# Exercise objective:
The lines below, from the first through the one containing "position:absolute; width:32px; height:32px;", are to be given again exactly, with pictures left out and nothing added.

# Stored data:
···
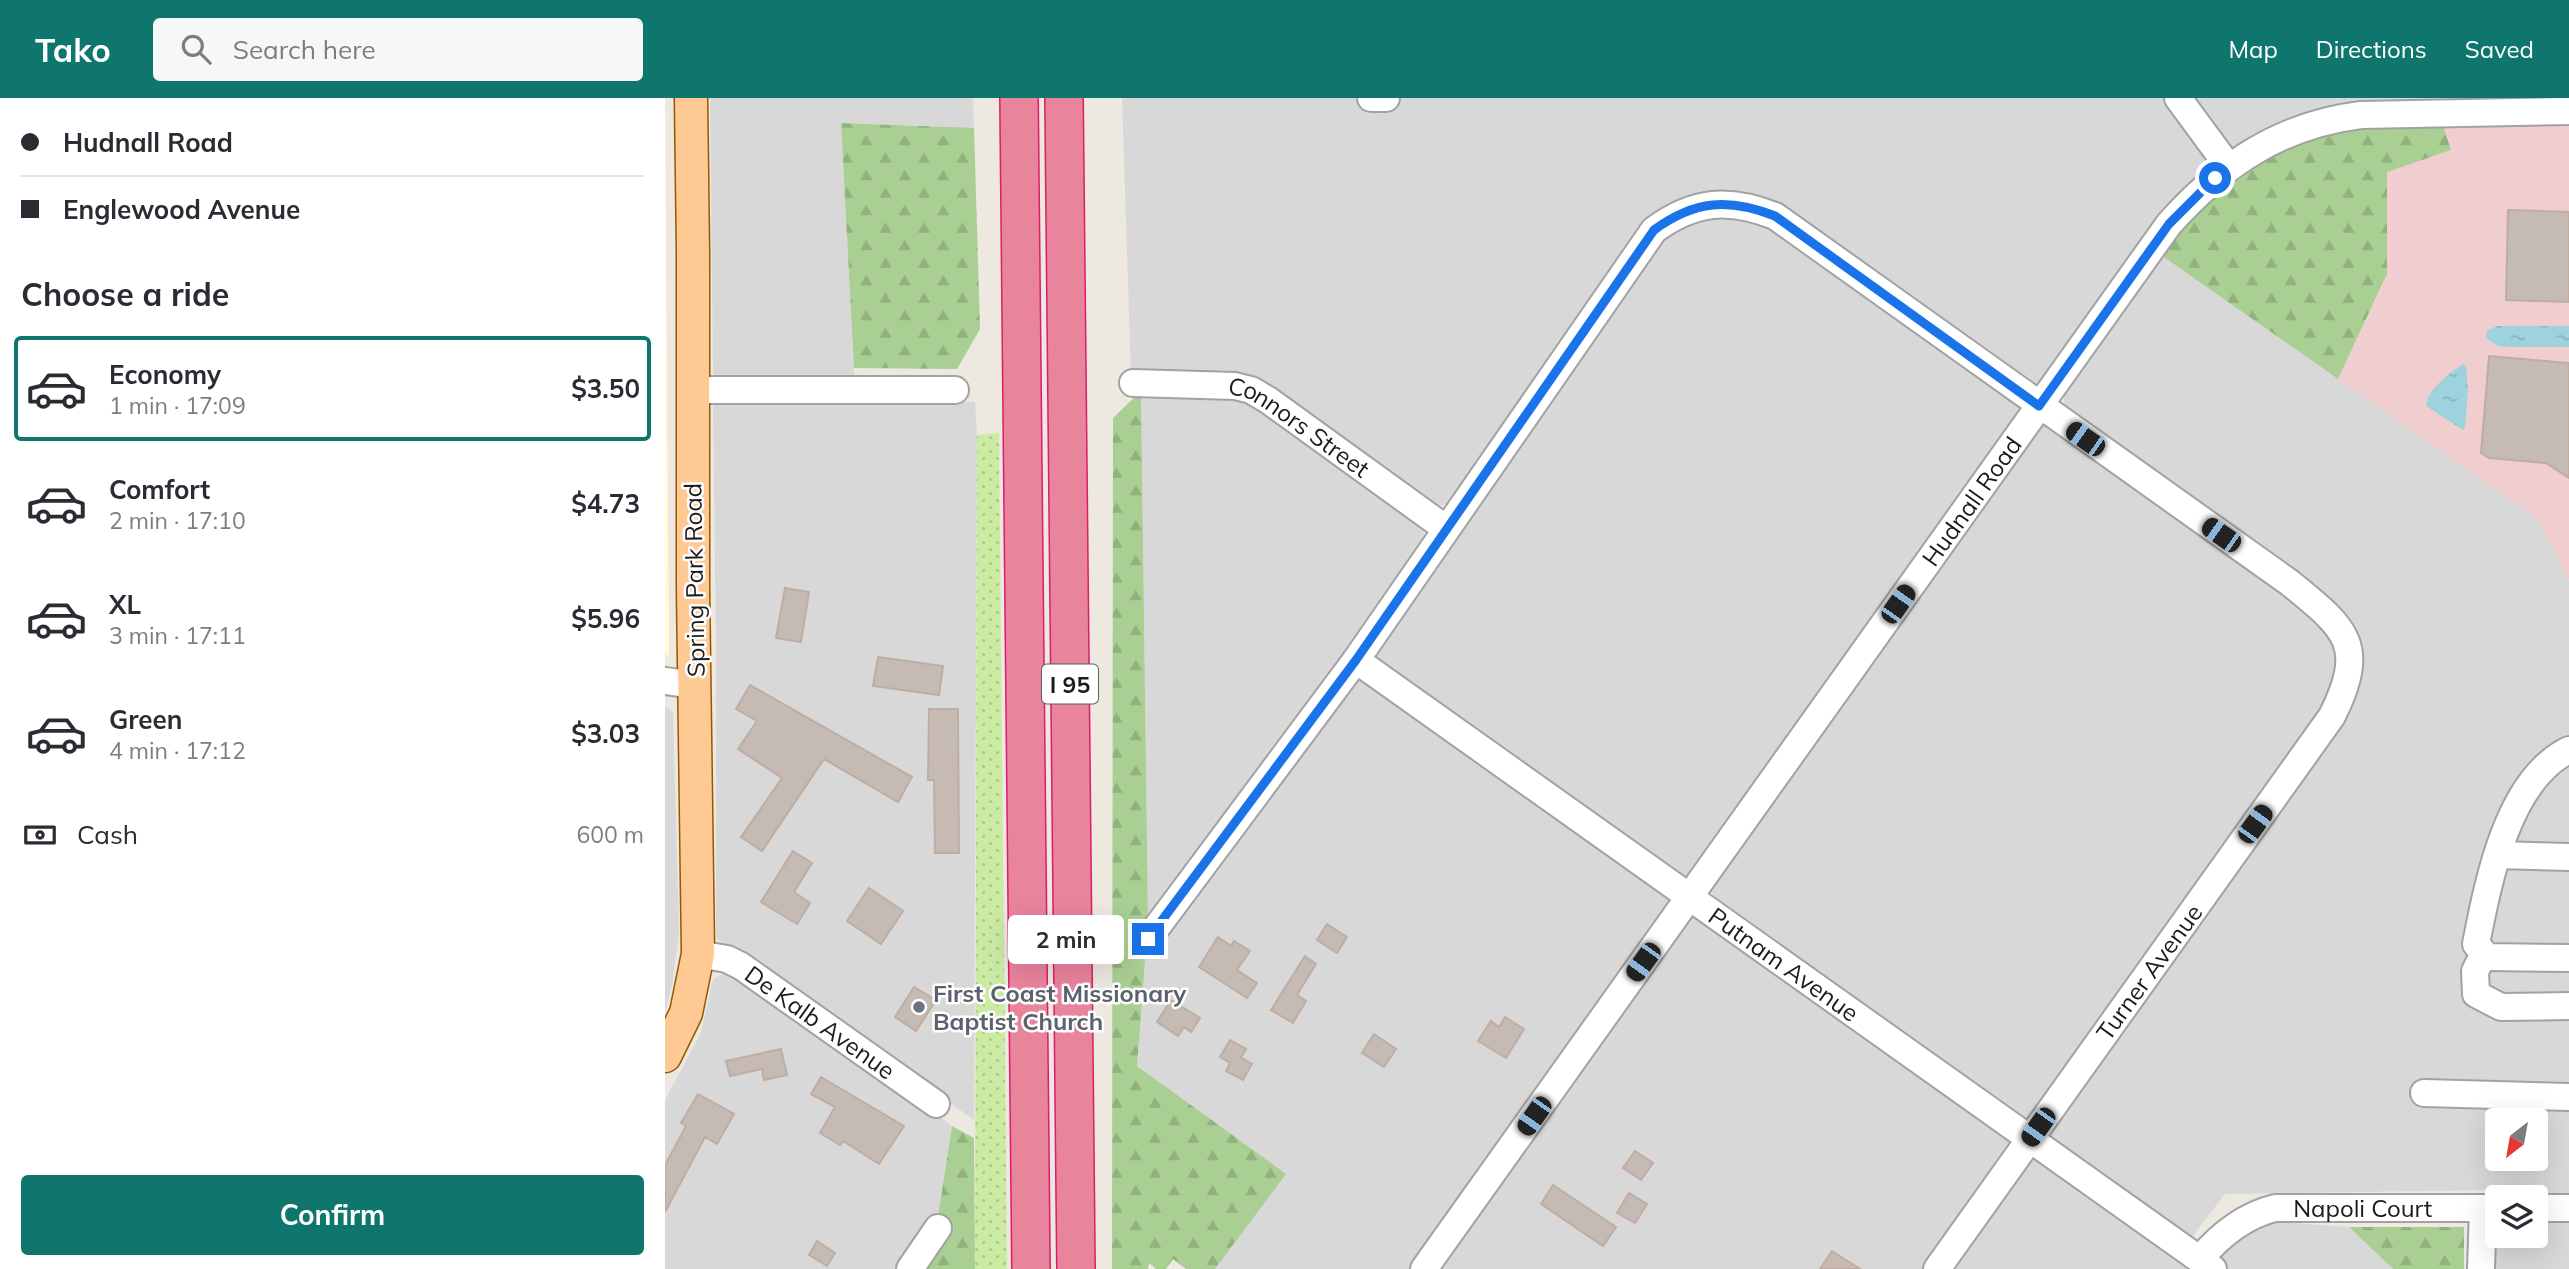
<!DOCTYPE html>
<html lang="en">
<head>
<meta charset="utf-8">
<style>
	:root { --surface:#fff; --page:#f7f7f7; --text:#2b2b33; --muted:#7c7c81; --line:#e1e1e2; --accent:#0f766e }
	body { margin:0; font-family:Mulish,sans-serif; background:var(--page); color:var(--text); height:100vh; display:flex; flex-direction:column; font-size:26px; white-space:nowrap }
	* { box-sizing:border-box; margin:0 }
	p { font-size:23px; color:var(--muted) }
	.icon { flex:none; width:38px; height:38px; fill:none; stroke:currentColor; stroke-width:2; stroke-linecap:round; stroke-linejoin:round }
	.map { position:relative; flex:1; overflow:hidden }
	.sheet { display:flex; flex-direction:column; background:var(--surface); width:665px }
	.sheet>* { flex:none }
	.banner { display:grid; align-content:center; height:154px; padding:0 21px; background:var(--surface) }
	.needle { width:46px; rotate:211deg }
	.controls { position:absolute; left:1820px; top:1010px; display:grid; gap:14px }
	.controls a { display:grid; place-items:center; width:63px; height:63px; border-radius:7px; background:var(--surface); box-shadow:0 7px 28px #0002; font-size:35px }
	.end { position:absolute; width:32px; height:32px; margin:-16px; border:9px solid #1a73e8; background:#fff; box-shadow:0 0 0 4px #fff }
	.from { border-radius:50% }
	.bubble { position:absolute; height:49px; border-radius:7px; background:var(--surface); box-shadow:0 7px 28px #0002; font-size:23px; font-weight:700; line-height:49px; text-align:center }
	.car { position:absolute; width:21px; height:42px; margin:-21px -10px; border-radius:9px; box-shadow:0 0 5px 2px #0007; background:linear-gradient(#222 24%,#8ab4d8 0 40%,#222 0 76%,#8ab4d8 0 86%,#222 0) }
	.banner b { display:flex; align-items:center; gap:24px; height:66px; font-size:26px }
	.banner b+b { border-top:2px solid var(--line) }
	.banner i { width:18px; height:18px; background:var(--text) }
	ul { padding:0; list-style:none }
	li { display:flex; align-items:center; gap:21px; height:105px; margin:0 14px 10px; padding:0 7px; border:4px solid transparent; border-radius:7px }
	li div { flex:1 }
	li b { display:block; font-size:26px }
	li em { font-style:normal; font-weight:700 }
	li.active { border-color:var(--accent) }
	li>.icon { width:63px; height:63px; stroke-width:1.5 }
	h2 { padding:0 21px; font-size:32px; line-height:84px }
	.pay { display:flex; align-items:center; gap:18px; height:77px; padding:0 21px; font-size:26px }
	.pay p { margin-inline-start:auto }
	.primary-button { display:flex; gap:14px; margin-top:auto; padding:14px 21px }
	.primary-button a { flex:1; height:80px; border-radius:7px; background:var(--accent); color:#fff; font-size:28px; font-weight:700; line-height:80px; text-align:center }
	header { display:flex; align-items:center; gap:42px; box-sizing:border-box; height:98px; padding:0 35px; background:var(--accent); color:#fff }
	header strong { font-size:33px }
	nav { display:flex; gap:38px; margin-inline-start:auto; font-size:24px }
	.search { width:490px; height:63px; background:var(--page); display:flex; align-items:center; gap:18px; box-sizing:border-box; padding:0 24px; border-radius:7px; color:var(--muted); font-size:26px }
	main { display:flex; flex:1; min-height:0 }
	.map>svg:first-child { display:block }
</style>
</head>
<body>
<header>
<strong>Tako</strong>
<div class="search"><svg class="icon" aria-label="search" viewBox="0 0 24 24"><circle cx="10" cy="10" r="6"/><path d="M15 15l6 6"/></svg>Search here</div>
<nav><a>Map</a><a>Directions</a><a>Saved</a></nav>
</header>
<main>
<section class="sheet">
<div class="banner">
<b><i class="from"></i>Hudnall Road</b>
<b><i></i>Englewood Avenue</b>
</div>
<h2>Choose a ride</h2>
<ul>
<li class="active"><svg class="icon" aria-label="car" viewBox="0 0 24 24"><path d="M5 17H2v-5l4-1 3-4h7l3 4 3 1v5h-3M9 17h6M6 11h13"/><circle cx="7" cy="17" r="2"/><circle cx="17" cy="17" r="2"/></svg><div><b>Economy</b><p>1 min · 17:09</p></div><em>$3.50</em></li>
<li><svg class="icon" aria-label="car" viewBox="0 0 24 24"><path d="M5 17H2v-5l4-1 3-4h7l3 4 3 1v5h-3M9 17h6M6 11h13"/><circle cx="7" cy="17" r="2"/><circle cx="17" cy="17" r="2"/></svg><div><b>Comfort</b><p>2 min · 17:10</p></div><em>$4.73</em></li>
<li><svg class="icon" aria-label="car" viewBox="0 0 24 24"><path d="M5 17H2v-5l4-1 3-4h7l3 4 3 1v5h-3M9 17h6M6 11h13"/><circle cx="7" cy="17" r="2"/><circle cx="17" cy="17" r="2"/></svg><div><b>XL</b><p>3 min · 17:11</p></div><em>$5.96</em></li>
<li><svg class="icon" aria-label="car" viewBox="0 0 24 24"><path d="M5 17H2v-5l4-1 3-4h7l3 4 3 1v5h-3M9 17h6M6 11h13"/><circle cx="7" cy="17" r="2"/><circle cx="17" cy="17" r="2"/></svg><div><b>Green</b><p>4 min · 17:12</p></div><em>$3.03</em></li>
</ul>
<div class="pay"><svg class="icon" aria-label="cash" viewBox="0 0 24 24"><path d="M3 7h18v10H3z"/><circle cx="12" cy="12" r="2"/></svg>Cash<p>600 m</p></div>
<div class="primary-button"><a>Confirm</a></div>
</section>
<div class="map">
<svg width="1904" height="1171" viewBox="0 0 1904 1171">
	<defs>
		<pattern id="grass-dots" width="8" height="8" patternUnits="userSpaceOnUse" patternTransform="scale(1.75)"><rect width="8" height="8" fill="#cbeba3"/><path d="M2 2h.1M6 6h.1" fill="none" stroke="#aec98c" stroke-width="1.8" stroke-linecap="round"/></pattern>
		<pattern id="forest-firs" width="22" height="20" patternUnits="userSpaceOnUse" patternTransform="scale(1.75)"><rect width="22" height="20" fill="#a9cf93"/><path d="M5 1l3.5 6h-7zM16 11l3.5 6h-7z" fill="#91b17e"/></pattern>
		<pattern id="water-ripples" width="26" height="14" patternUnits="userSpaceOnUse" patternTransform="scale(1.75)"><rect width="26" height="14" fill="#9ed3dd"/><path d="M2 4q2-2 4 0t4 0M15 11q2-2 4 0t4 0" fill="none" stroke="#88b5bd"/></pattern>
	</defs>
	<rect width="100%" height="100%" fill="#ede8e0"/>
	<!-- residential -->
	<path fill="#d9d8d8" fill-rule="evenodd" d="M 45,0 L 308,0 L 309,30 L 176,25 L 190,286 L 62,284 L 48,275 Z
		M 457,0 L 693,0 L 727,8 L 736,0 L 1502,0 L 1544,65 L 1372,290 L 1062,96 L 1031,96 L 999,112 L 785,405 L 773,408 L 759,406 L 596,289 L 466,278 Z
		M 1528,0 L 1904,0 L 1710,7 L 1567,50 L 1557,45 Z
		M 1052,114 L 1110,126 L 1357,305 L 1359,312 L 1031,778 L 1019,781 L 715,570 L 709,557 L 1002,131 Z
		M 1493,155 L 1873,421 L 1904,483 L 1904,1171 L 1827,1171 L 1828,1128 L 1832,1127 L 1832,1138 L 1871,1138 L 1871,1099 L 1836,1099 L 1836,1092 L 1560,1096 L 1527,1139 L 1512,1138 L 1385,1044 L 1381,1035 L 1670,625 L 1689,543 L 1400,311 L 1398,289 ZM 1832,1022 L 1871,1022 L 1871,1060 L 1832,1060 Z
		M 476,293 L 567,295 L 589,304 L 757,424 L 759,438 L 751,459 L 483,822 Z
		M 57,299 L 310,304 L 312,337 L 309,1022 L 51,840 L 51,547 L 48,308 Z
		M 1382,326 L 1639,507 L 1668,542 L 1673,564 L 1666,602 L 1366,1024 L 1352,1023 L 1050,801 L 1046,793 L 1047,784 L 1369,328 Z
		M 697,579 L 1008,800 L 753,1171 L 550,1171 L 620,1076 L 472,968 L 478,861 L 679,588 Z
		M 0,608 L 8,614 L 14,834 L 7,887 L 0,914 Z
		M 1032,817 L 1344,1036 L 1346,1047 L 1261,1171 L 769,1171 L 1020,820 Z
		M 61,874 L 224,979 L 287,1028 L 273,1118 L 236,1171 L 0,1171 L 0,1002 L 36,935 L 48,881 Z
		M 1366,1058 L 1380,1060 L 1534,1171 L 1281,1171 Z
		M 1602,1123 L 1684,1129 L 1728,1171 L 1559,1171 L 1550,1155 Z"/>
	<!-- commercial -->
	<path fill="#f0cecf" d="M 1904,19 L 1904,483 L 1873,421 L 1673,281 L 1721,179 L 1722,73 L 1786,52 L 1778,27 Z"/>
	<!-- education -->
	<path fill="#fffcd8" d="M 0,0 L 4,559 L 0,556 Z"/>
	<!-- grass -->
	<path fill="url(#grass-dots)" d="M 334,335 L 342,1171 L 310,1171 L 312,337 Z"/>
	<!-- forest -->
	<path fill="url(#forest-firs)" d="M 176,25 L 309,30 L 315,231 L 292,271 L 189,270 Z
		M 1778,27 L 1786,52 L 1722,74 L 1722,176 L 1673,281 L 1493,155 L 1536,111 L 1607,57 L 1676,31 Z
		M 476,293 L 483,822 L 472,968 L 621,1076 L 550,1171 L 521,1171 L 508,1161 L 501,1171 L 491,1171 L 484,1165 L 483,1171 L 447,1171 L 448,320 Z
		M 287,1028 L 309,1040 L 310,1171 L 258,1171 L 289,1129 L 273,1118 Z
		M 1684,1129 L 1799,1129 L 1799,1171 L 1728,1171 Z"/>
	<!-- water -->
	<path fill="url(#water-ripples)" d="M 1832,228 L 1904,228 L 1904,249 L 1845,249 L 1833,248 L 1821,240 L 1822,233 Z
		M 1798,266 L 1801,268 L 1803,291 L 1800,329 L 1798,332 L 1761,308 C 1762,291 1785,275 1798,266 Z"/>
	<!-- building -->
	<path fill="#c5bab4" stroke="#bfada2" stroke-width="2" d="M 1843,112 L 1904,114 L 1904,204 L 1841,202 Z
		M 1824,258 L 1904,265 L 1904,380 L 1881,365 L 1824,360 L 1816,355 Z
		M 120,490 L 144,494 L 136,544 L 111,540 Z
		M 213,559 L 278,568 L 274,597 L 208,588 Z
		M 85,587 L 247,679 L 233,704 L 159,661 L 97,753 L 76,739 L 117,680 L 73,651 L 92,623 L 71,611 Z
		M 264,611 L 293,611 L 294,755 L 270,755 L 269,682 L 263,682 Z
		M 128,753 L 147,765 L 129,794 L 145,805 L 132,826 L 96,804 Z
		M 204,790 L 238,813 L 216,846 L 182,823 Z
		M 662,826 L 682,839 L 672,855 L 652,842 Z
		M 553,839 L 566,848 L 569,843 L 585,853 L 572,872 L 592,885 L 582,900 L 534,869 Z
		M 640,858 L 651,866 L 632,897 L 641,903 L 628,925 L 606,912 Z
		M 249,889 L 271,902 L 251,933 L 230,919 Z
		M 506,902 L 535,920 L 526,934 L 519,929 L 513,938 L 492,924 Z
		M 840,919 L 859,931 L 841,960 L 813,943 L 826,923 L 834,929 Z
		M 709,936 L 731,951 L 719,969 L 697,955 Z
		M 565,942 L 581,951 L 576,960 L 587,966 L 578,982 L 561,973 L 565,965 L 555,959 Z
		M 116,951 L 122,977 L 99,982 L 97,971 L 65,978 L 61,963 Z
		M 156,979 L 239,1028 L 214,1066 L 178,1043 L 175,1047 L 155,1035 L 170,1009 L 146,996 Z
		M 33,996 L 69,1016 L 52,1046 L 40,1039 L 0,1114 L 0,1067 L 21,1028 L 16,1025 Z
		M 970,1053 L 988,1065 L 976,1082 L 958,1070 Z
		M 888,1087 L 951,1129 L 938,1148 L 876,1106 Z
		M 964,1095 L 982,1106 L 970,1125 L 952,1115 Z
		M 152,1143 L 170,1155 L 162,1168 L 144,1157 Z
		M 1167,1153 L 1195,1171 L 1155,1171 Z"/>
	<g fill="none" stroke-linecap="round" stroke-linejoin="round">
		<defs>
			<g id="minor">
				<path d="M 706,0 L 721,0"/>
				<path d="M 1513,0 L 1563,68"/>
				<path id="s1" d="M 468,285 L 570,288 L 586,292 L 603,302 L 780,430"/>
				<path d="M 27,292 L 290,292"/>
				<path id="s2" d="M 691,562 L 1548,1171"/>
				<path d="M 0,583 L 30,587"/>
				<path d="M 1904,652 C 1842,682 1823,785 1811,846 L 1822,859 L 1904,860"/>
				<path d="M 1833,757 L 1904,759"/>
				<path d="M 483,841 L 691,562 L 989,132 C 1030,102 1064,100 1110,118 L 1625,485 C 1680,530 1703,546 1667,618 L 1272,1171"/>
				<path id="s3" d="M 33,856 L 62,861 L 76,868 L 271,1006"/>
				<path d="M 1819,856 L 1810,873 L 1811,896 L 1836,909 L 1904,908"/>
				<path d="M 1759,995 L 1904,999"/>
				<path d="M 1871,1110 L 1904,1110"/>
				<path id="s4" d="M 1535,1161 C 1555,1137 1578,1118 1610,1110 L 1818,1110 L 1816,1171"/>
				<path d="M 245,1171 L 273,1130"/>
				<path id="s5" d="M 759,1171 L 1504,126 C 1558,66 1615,27 1696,17 L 1904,13"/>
			</g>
			<path id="major" d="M 0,958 L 21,915 L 33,856 L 28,490 L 28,155 L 26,0"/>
			<path id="highway" d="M 354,0 L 366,1171
				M 399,0 L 411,1171"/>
		</defs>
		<!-- minor casing -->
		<use href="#minor" stroke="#a2a2a2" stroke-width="30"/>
		<!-- major casing -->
		<use href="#major" stroke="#935800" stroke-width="35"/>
		<!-- highway casing -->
		<use href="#highway" stroke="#dc1d6b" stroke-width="40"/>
		<!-- minor -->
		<use href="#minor" stroke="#fff" stroke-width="26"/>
		<!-- major -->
		<use href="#major" stroke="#ffc994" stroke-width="32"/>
		<!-- highway -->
		<use href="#highway" stroke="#e9849d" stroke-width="37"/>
	</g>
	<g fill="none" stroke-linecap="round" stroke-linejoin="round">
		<!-- route -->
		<path stroke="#1a73e8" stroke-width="9" d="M 483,841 L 691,562 L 989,132 C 1030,102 1064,100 1110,118 L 1374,308 L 1504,126 L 1550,80"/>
	</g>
	<!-- markers -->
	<circle fill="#6b7280" stroke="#fff" stroke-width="2.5" cx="254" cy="909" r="7"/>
	<g text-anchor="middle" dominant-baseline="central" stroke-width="5" stroke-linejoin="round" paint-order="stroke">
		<!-- shield labels -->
		<rect fill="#fff" stroke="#5f5f5f" stroke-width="2" x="377" y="566.5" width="56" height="39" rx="5"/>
		<g font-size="23" font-weight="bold" fill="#1b1b1b">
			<text x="405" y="586">I 95</text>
		</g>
		<!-- street labels -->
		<g font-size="24" fill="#1b1b1b" stroke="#fff">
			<text stroke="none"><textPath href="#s1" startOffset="178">Connors Street</textPath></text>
			<text stroke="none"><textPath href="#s5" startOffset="943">Hudnall Road</textPath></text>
			<text transform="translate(29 482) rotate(-91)">Spring Park Road</text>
			<text stroke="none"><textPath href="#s2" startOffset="525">Putnam Avenue</textPath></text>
			<text transform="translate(1484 874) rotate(-54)">Turner Avenue</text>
			<text stroke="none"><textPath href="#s3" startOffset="142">De Kalb Avenue</textPath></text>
			<text stroke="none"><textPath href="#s4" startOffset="180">Napoli Court</textPath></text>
		</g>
		<!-- worship labels -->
		<g font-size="24" font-weight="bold" fill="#5b616d" stroke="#fff" text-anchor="start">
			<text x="268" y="895">First Coast Missionary<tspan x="268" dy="28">Baptist Church</tspan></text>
		</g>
	</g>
</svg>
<div class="controls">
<a><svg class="needle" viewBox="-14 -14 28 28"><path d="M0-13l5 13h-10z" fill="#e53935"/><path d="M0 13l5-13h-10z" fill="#7c7c81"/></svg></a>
<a><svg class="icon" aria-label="layers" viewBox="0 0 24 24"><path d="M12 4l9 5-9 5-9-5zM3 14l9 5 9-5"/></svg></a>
</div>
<i class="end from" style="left:1550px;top:80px"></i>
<i class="end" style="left:483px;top:841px"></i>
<div class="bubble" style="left:343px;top:817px;width:116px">2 min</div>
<i class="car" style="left:1420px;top:341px;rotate:305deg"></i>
<i class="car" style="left:1556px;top:437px;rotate:305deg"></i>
<i class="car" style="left:1233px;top:506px;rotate:35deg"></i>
<i class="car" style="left:1590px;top:726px;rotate:36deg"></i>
<i class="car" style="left:978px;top:864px;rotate:216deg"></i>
<i class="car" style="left:869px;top:1018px;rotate:215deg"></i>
<i class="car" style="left:1373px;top:1029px;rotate:215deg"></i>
</div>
</main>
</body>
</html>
···
# Result of the task:
<!DOCTYPE html>
<html lang="en">
<head>
<meta charset="utf-8">
<style>
	:root { --surface:#fff; --page:#f7f7f7; --text:#2b2b33; --muted:#7c7c81; --line:#e1e1e2; --accent:#0f766e }
	body { margin:0; font-family:Mulish,sans-serif; background:var(--page); color:var(--text); height:100vh; display:flex; flex-direction:column; font-size:26px; white-space:nowrap }
	* { box-sizing:border-box; margin:0 }
	p { font-size:23px; color:var(--muted) }
	.icon { flex:none; width:38px; height:38px; fill:none; stroke:currentColor; stroke-width:2; stroke-linecap:round; stroke-linejoin:round }
	.map { position:relative; flex:1; overflow:hidden }
	.sheet { display:flex; flex-direction:column; background:var(--surface); width:665px }
	.sheet>* { flex:none }
	.banner { display:grid; align-content:center; height:154px; padding:0 21px; background:var(--surface) }
	.needle { width:46px; rotate:211deg }
	.controls { position:absolute; left:1820px; top:1010px; display:grid; gap:14px }
	.controls a { display:grid; place-items:center; width:63px; height:63px; border-radius:7px; background:var(--surface); box-shadow:0 7px 28px #0002; font-size:35px }
	.end { position:absolute; width:32px; height:32px; margin:-16px; border:9px solid #1a73e8; background:#fff; box-shadow:0 0 0 4px #fff }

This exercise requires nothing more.